### What the exercise asks
The entries below contain a line with "display:flex; gap:44px; margin-inline-start:auto;" and a line with "width:560px; height:72px; background:#38312d;". Quote exactly those two lines and all lines between them.
[[ Source data open ]]
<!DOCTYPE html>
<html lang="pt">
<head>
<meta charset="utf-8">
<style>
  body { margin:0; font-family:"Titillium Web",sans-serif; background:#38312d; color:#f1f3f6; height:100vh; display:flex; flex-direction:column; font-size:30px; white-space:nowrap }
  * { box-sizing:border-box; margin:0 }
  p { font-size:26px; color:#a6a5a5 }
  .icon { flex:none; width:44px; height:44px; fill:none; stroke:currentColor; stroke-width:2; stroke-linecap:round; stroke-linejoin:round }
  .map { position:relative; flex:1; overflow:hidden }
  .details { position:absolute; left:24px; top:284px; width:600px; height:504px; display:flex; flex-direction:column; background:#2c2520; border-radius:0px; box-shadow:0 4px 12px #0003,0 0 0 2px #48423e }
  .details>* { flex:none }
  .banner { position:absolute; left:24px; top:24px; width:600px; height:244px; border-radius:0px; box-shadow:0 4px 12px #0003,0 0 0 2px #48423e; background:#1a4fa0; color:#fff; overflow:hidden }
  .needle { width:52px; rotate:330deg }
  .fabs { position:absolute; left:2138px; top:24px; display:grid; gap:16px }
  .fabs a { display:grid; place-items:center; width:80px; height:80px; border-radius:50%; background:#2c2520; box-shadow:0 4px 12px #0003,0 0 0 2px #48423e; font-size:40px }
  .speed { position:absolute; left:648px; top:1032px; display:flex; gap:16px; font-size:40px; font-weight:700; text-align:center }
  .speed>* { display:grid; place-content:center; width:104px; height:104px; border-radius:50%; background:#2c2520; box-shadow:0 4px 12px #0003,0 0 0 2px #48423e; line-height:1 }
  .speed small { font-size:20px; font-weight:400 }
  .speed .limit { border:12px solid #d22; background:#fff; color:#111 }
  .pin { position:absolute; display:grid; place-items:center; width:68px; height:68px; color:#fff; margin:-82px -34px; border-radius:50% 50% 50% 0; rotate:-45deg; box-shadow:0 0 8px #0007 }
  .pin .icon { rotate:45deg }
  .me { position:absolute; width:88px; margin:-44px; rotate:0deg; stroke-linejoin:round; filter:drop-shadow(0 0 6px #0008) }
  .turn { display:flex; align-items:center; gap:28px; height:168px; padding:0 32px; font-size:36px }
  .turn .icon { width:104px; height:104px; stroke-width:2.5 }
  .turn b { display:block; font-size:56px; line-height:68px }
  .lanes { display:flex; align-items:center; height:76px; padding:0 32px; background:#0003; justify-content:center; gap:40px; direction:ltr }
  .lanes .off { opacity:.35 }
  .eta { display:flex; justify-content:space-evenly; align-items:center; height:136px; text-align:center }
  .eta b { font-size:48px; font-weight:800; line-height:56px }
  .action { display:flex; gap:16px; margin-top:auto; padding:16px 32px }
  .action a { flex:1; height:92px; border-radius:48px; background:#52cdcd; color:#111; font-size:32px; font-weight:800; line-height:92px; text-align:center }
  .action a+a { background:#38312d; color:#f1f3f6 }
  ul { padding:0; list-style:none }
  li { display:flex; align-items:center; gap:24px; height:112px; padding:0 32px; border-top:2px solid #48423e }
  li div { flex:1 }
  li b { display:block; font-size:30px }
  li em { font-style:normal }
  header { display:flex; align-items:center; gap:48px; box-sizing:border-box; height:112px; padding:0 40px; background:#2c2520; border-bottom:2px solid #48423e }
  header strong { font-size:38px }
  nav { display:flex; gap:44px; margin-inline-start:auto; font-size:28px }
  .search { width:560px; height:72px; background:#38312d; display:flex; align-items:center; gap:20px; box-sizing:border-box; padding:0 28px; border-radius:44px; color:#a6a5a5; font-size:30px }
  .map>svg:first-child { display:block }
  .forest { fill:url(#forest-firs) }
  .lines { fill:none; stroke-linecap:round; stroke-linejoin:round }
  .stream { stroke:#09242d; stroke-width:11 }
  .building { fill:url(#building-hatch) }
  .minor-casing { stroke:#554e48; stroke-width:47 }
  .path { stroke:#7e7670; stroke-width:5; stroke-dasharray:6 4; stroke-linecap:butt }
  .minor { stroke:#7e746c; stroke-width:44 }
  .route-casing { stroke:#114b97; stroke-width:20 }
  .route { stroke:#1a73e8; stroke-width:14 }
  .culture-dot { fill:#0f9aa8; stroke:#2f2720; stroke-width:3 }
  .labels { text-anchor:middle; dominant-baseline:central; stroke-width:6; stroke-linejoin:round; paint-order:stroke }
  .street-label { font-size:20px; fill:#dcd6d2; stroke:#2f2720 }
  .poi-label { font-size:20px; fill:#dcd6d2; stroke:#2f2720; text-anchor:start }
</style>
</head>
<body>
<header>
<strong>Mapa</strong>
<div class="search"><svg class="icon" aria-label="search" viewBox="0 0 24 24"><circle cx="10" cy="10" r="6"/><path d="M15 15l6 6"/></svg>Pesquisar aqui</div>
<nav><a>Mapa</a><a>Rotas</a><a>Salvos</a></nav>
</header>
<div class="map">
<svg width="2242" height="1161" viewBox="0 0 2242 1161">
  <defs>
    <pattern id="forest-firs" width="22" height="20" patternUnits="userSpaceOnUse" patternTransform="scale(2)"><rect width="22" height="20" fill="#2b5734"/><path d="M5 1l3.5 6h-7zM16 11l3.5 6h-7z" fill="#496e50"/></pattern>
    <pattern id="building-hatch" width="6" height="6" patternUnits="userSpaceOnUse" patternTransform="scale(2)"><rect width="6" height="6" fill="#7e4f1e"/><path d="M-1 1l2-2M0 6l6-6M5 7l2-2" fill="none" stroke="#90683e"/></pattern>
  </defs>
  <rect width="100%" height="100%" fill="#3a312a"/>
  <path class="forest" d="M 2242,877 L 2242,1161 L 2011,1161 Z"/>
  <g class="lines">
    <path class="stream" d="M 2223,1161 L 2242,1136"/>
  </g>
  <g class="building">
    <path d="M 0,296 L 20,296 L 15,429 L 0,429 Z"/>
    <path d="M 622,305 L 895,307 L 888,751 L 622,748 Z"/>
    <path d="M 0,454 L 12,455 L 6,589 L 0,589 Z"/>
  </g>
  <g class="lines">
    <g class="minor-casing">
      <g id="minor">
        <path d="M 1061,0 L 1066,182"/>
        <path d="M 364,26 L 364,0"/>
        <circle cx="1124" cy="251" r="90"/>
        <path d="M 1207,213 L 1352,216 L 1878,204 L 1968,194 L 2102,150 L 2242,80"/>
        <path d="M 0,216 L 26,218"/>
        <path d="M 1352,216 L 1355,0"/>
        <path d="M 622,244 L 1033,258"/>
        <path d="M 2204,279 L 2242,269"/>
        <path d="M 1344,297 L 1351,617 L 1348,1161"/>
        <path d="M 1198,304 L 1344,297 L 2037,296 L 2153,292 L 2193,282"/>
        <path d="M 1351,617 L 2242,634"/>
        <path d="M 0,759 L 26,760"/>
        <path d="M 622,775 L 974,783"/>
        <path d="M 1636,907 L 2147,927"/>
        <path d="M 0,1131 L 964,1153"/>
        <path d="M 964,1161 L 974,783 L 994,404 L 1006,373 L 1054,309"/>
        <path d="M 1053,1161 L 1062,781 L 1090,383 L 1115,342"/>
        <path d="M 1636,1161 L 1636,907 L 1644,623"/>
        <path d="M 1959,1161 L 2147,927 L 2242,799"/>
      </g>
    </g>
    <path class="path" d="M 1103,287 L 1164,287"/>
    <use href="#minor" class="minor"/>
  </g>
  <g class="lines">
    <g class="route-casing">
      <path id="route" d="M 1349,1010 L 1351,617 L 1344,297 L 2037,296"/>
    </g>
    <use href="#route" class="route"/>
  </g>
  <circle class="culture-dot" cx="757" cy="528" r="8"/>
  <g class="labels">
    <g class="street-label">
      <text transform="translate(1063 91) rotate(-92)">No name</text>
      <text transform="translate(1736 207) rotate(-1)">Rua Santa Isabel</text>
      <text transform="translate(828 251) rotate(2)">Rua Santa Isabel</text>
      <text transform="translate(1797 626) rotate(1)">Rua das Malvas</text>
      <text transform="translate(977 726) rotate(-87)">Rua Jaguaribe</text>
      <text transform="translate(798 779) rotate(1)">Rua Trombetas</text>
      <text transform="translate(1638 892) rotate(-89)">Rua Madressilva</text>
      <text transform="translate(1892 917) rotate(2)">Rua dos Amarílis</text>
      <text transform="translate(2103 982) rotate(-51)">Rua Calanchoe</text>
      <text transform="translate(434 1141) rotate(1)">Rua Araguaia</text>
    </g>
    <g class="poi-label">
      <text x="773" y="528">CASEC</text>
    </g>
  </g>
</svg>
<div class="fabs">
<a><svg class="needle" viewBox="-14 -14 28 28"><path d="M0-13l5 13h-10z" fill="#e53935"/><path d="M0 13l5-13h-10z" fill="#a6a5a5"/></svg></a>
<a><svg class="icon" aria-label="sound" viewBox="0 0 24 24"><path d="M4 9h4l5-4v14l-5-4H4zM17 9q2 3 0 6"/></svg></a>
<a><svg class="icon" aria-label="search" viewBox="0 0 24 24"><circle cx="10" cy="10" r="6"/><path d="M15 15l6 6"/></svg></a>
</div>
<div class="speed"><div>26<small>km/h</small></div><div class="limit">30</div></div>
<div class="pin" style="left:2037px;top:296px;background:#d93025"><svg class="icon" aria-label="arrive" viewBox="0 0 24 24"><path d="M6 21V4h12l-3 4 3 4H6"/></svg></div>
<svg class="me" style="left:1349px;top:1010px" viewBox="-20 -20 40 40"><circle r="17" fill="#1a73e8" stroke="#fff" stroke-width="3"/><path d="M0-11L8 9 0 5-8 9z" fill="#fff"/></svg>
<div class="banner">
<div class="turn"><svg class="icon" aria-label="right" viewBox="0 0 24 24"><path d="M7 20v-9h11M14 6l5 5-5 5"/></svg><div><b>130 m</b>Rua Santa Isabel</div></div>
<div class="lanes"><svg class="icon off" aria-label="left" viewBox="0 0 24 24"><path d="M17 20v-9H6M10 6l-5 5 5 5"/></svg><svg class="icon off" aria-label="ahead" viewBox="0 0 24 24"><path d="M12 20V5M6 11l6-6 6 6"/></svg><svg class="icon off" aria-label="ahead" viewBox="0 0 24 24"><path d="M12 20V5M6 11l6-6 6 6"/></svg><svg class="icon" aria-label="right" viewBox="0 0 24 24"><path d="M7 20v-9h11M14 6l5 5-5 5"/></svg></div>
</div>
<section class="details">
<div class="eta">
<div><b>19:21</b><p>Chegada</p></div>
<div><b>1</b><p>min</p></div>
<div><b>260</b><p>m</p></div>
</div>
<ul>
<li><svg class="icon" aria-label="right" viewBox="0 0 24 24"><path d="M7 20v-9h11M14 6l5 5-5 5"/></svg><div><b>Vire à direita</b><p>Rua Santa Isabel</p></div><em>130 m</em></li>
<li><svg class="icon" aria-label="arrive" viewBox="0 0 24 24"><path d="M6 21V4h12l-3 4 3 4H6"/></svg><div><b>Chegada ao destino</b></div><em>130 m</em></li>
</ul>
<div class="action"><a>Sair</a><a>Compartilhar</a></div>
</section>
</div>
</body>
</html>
[[ Source data closed ]]
### Result
  nav { display:flex; gap:44px; margin-inline-start:auto; font-size:28px }
  .search { width:560px; height:72px; background:#38312d; display:flex; align-items:center; gap:20px; box-sizing:border-box; padding:0 28px; border-radius:44px; color:#a6a5a5; font-size:30px }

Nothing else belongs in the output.